Global economic outlook from Commerzbank
The speaker focused on the outlook for developed versus developing or emerging markets (EM). (He stated at the outset that he regards Taiwan and South Korea as developed markets).
According to Evans' analysis, Asia is doing relatively well overall. This is reflected in market perceptions of risk and the relative resilience of Asian currencies. Taking Brazil as an example of how things have changed, in 2003 Brazil's five year credit default swap (CDS) spread was close to 4,000 basis points (bps or 40 percentage points) higher than developed markets while Turkey's was around 1,400 bps and Russia's was around 500 bps. Since the election of Brazilian President Lula, the spread dropped sharply not only for Brazil but other developing countries. With the exception of the period around the global financial crisis, the spreads have remained consistently around 250 bps. The situation is similar in other EMs such as The Philippines. This can partly be attributed to the fact that EMs such as The Philippines and Turkey have very low levels of foreign debt and generally better fiscal dynamics. EM interest and government bond service rates are now very similar to countries like Italy and Spain.
Global government debt has expanded to over US$45 trillion over the past 20 years and most of it has been accumulated by developed countries. Most EM countries have relatively low budget deficits and accumulated debt burdens. Only about 20% of the debt has been accrued by EM countries. Coupled with economic growth, this places EMs in a good position to grow when interest rates begin to rise. The public sector will not crowd out the private sector.
Income inequality is a serious concern in certain EMs such as South Africa, which has the highest level of income inequality and the highest level of youth unemployment among the BRICS countries. Given low growth, this poses serious challenges for the South African government.
Emerging markets are now much more significant to the global economy than they were just a decade ago. In 2000, EMs accounted for just 20% of global GDP. Now they account for 40% (and as high as 50% on a purchasing power parity basis). Most of the growth in the past 14 years has been driven by China, whose share of nominal global GDP has risen from just 6% in 2007 to 13% in 2014. However, the US and Europe together still account for 40% of global GDP.
On currencies, the euro has seen much sharper depreciation than Asian currencies over the past 12 months. Evans expects US dollar/euro parity by the end of 2015 (or before).
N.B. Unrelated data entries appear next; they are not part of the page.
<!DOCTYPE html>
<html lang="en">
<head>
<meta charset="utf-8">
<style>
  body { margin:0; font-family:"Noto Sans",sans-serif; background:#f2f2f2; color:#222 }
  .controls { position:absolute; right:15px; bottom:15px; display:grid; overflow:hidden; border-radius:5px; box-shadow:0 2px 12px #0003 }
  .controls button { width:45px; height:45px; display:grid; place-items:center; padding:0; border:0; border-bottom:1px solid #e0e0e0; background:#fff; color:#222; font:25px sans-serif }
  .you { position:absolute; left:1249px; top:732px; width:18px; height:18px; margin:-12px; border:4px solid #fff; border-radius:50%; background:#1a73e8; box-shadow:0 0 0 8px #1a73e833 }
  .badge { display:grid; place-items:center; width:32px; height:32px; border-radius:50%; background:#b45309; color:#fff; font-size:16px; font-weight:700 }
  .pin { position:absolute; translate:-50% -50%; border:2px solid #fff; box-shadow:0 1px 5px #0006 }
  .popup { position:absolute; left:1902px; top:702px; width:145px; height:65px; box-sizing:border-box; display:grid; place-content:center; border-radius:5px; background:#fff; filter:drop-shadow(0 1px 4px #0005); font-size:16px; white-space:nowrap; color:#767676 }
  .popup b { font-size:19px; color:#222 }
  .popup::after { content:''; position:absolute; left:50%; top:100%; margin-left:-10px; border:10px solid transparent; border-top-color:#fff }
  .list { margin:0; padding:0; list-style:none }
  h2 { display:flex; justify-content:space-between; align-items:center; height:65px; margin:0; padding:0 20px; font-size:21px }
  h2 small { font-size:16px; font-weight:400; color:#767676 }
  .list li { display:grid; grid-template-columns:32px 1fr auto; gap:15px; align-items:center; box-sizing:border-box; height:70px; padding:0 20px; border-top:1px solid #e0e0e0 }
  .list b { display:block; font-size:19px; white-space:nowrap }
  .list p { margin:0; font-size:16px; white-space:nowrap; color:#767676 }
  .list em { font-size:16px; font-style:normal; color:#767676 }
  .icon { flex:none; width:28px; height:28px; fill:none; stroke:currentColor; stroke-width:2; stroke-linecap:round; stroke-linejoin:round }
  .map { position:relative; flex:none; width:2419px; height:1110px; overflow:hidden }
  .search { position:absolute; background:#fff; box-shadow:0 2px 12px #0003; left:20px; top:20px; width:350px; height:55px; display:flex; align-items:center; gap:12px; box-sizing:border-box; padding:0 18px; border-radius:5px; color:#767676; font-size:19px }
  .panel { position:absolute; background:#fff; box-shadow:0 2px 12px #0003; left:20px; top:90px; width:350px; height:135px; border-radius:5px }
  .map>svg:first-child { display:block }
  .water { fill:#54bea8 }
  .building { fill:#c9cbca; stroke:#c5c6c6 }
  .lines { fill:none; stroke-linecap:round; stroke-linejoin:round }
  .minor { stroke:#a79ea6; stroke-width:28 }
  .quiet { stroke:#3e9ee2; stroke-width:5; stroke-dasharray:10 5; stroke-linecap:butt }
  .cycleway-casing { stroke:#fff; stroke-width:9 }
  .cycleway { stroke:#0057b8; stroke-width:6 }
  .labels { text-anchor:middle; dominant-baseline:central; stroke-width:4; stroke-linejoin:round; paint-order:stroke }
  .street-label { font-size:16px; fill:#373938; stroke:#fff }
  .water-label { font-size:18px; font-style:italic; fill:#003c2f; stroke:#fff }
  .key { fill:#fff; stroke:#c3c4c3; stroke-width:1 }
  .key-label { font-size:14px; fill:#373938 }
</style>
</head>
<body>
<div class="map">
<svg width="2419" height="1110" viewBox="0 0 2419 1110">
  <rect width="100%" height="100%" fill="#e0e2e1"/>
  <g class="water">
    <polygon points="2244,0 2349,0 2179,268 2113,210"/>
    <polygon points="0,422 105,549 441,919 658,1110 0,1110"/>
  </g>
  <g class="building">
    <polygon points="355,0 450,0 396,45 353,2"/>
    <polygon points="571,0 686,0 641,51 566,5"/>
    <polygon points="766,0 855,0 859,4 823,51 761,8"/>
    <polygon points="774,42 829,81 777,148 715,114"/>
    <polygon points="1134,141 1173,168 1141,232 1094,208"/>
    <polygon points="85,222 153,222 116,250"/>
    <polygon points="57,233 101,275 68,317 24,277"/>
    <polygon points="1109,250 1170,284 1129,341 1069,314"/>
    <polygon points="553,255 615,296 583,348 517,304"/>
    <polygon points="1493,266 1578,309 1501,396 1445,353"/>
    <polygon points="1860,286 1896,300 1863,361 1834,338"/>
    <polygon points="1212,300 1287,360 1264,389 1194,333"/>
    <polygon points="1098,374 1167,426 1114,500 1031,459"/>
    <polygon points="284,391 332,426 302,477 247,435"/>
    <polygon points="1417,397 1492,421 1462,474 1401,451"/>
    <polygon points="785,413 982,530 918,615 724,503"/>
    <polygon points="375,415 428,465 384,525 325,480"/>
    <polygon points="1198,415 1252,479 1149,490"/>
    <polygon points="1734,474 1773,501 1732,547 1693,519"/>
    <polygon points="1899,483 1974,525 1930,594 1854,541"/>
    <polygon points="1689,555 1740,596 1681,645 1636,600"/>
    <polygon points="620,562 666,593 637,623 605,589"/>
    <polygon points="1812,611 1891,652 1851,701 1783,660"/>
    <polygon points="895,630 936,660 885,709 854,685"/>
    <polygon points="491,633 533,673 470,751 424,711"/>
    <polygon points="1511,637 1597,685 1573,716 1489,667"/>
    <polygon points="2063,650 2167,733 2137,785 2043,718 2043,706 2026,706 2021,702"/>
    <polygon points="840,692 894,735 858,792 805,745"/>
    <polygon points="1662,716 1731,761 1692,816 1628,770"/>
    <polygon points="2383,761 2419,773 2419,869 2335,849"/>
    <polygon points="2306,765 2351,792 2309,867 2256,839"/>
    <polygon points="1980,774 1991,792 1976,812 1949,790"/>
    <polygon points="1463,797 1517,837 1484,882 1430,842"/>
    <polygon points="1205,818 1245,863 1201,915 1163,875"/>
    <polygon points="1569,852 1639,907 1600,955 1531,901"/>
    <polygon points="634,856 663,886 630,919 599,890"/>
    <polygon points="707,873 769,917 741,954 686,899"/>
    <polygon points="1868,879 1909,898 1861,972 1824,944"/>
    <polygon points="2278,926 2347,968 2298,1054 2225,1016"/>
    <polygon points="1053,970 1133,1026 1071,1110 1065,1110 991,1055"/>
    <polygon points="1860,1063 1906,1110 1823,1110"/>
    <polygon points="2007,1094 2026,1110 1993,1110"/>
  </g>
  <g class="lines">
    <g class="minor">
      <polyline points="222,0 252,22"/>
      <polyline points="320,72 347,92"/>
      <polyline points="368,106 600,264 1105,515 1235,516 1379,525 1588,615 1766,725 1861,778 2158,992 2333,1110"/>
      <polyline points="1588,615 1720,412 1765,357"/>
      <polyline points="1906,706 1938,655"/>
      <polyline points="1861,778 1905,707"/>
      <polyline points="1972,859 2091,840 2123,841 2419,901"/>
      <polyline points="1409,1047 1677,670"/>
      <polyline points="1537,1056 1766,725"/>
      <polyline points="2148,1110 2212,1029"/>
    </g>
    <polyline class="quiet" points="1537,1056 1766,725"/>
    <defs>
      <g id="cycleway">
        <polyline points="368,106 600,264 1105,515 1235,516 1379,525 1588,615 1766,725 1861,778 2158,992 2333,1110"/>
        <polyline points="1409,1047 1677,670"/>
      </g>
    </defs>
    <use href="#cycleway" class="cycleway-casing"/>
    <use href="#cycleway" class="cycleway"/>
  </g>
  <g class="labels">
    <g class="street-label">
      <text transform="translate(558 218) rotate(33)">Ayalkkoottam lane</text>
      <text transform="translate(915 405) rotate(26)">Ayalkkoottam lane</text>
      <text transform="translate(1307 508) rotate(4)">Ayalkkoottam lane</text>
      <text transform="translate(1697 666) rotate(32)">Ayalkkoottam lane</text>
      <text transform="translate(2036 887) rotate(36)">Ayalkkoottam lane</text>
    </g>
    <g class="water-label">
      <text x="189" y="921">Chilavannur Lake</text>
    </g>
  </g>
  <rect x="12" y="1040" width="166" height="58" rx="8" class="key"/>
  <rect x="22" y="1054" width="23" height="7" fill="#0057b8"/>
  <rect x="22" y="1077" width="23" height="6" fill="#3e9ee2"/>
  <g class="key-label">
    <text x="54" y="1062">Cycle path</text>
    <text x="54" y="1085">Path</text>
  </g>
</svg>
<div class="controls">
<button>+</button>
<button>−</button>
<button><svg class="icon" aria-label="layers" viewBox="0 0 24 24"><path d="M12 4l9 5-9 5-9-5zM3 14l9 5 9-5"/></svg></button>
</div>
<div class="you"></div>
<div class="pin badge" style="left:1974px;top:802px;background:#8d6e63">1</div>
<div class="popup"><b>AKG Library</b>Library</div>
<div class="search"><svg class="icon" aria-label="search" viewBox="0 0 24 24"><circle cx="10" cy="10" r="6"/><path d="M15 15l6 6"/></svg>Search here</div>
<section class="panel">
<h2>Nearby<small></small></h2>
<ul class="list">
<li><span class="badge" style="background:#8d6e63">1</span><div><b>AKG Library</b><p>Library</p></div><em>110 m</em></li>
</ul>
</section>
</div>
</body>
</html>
While the European Central Bank has embarked on an aggressive quantitative easing campaign, to date there has not been enough bond supply. He does not expect the situation to change much as Eurozone bond holders are likely to hold on to their bonds.
On the Chinese Yuan, he noted that the Peoples Bank of China (PBOC) has become much more transparent recently, indicating that it is preparing the ground for more liberalisation. Evans said he expects the PBOC to cut rates by around 50 basis points, which would weaken the currency further versus the US dollar.
He noted that the US economy is still largely driven by internal factors (he said that the US's export to GDP ratio is only 10%). The shale oil and gas revolution has made the US much less dependent on oil imports. This means the US economy is relatively insulated from global external shocks. For this reason, he believes that US authorities are not overly concerned about an appreciating dollar. However, according to Evans, there is still insufficient investment in the US (beyond the shale oil and gas industry) and more capital investment is needed to boost GDP. The same also goes for other countries. He made the point that in countries where capital expenditure has continued to be high in recent years, we can expect good growth in the years ahead. He said that corporations the world over are holding on to too much cash and that they need to start investing again to boost their respective economies. The situation in the US is in contrast to countries like Germany which is dependent on exports. A weak euro is of course a boon to European exporters.
Commenting on China, Evans said that the world has got used to the idea of slower growth in China and a slower China is not a real concern. (Commerzbank forecasts 6.5% growth in 2015 and 2016). A factor many people have neglected is that China does not need such high growth because of changing demographics. Only modest growth is needed when the population is no longer rising fast and given large capital investments in recent years.
Looking ahead, Evans expects the trend of a rising dollar to continue until the US Federal Reserve raises interest rates (which he predicts will happen in September 2015).